> **WHAT THE TASK REQUIRES**
Before you write out the listing, remove the pictures; everything else stays exactly as it is.

> **DATASET EXCERPT**
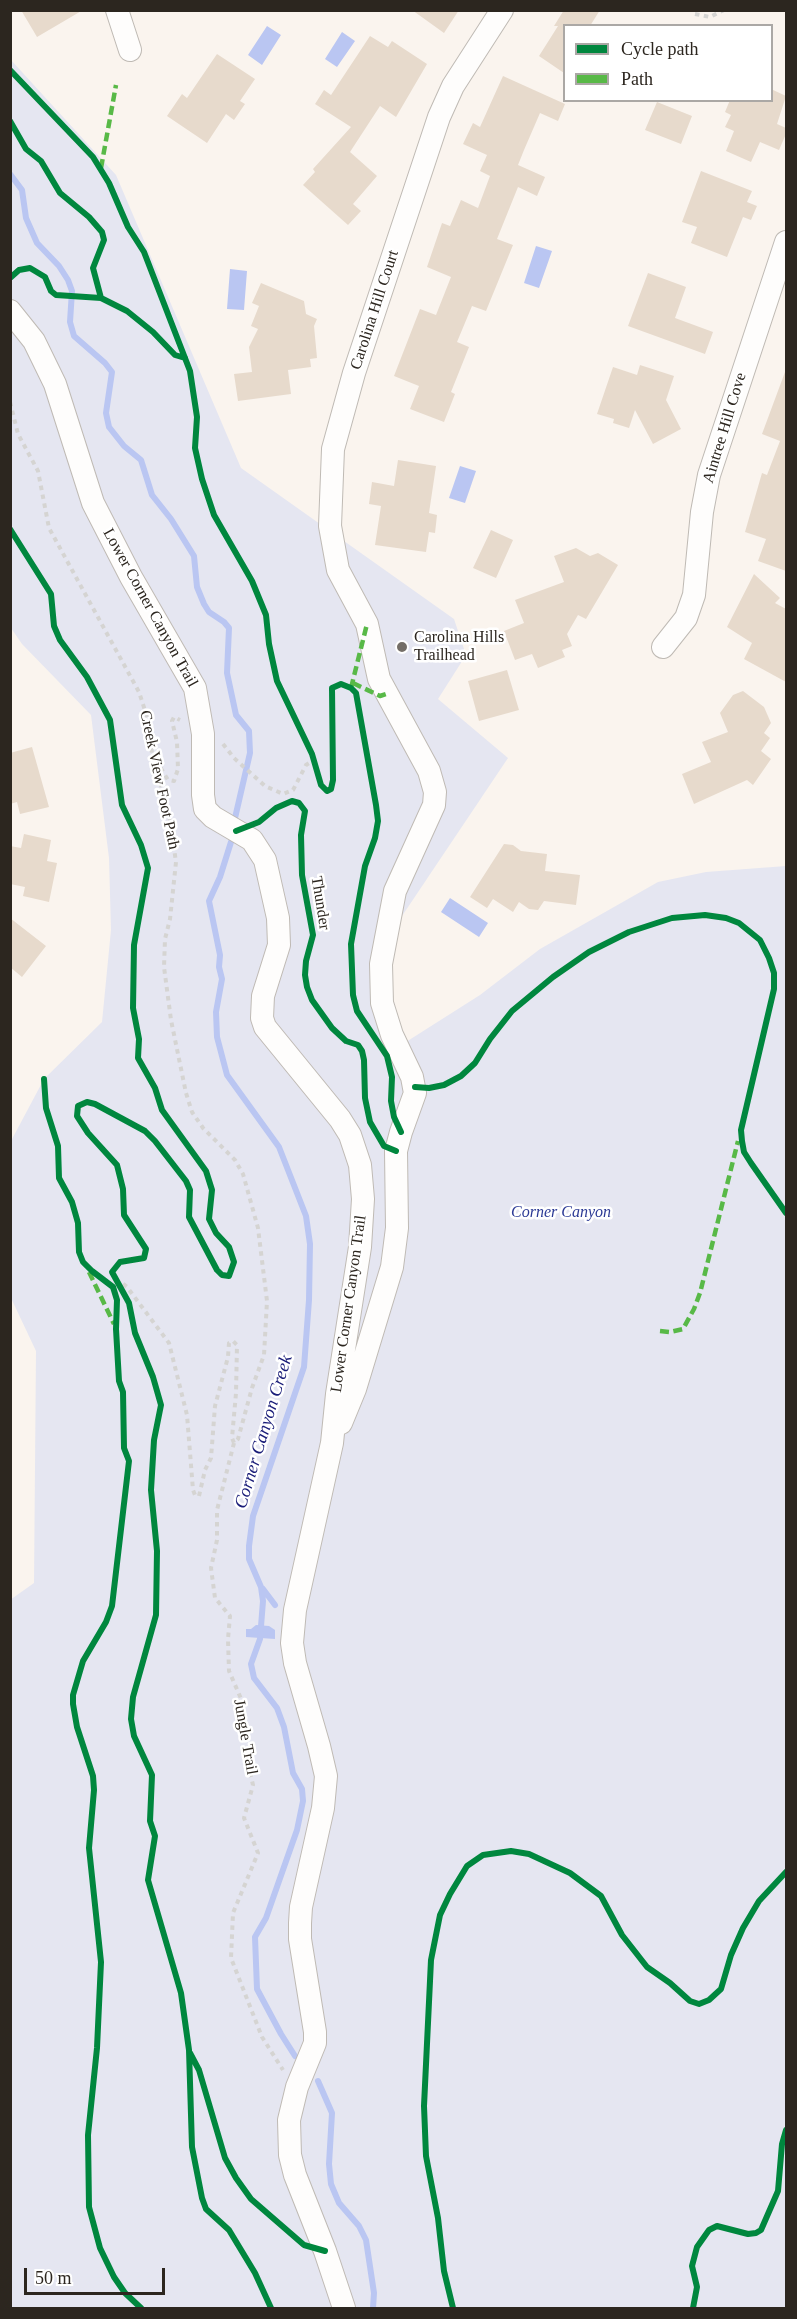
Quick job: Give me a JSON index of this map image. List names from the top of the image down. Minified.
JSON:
{"streets":{"street":["Carolina Hill Court","Aintree Hill Cove","Lower Corner Canyon Trail"],"path":["Creek View Foot Path","Jungle Trail"],"cycle path":["Thunder"]},"crossings":[["Carolina Hill Court","Lower Corner Canyon Trail"],["Lower Corner Canyon Trail","Jungle Trail"],["Creek View Foot Path","Jungle Trail"]],"water":["Corner Canyon Creek"],"parks":["Corner Canyon"],"places":["Carolina Hills Trailhead"],"legend":["Cycle path","Path"],"scale_bar":"50 m"}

> **RESPONSE BOX**
Quick job: Give me a JSON index of this map image. List names from the top of the image down. Minified.
JSON:
{"streets":{"street":["Carolina Hill Court","Aintree Hill Cove","Lower Corner Canyon Trail"],"path":["Creek View Foot Path","Jungle Trail"],"cycle path":["Thunder"]},"crossings":[["Carolina Hill Court","Lower Corner Canyon Trail"],["Lower Corner Canyon Trail","Jungle Trail"],["Creek View Foot Path","Jungle Trail"]],"water":["Corner Canyon Creek"],"parks":["Corner Canyon"],"places":["Carolina Hills Trailhead"],"legend":["Cycle path","Path"],"scale_bar":"50 m"}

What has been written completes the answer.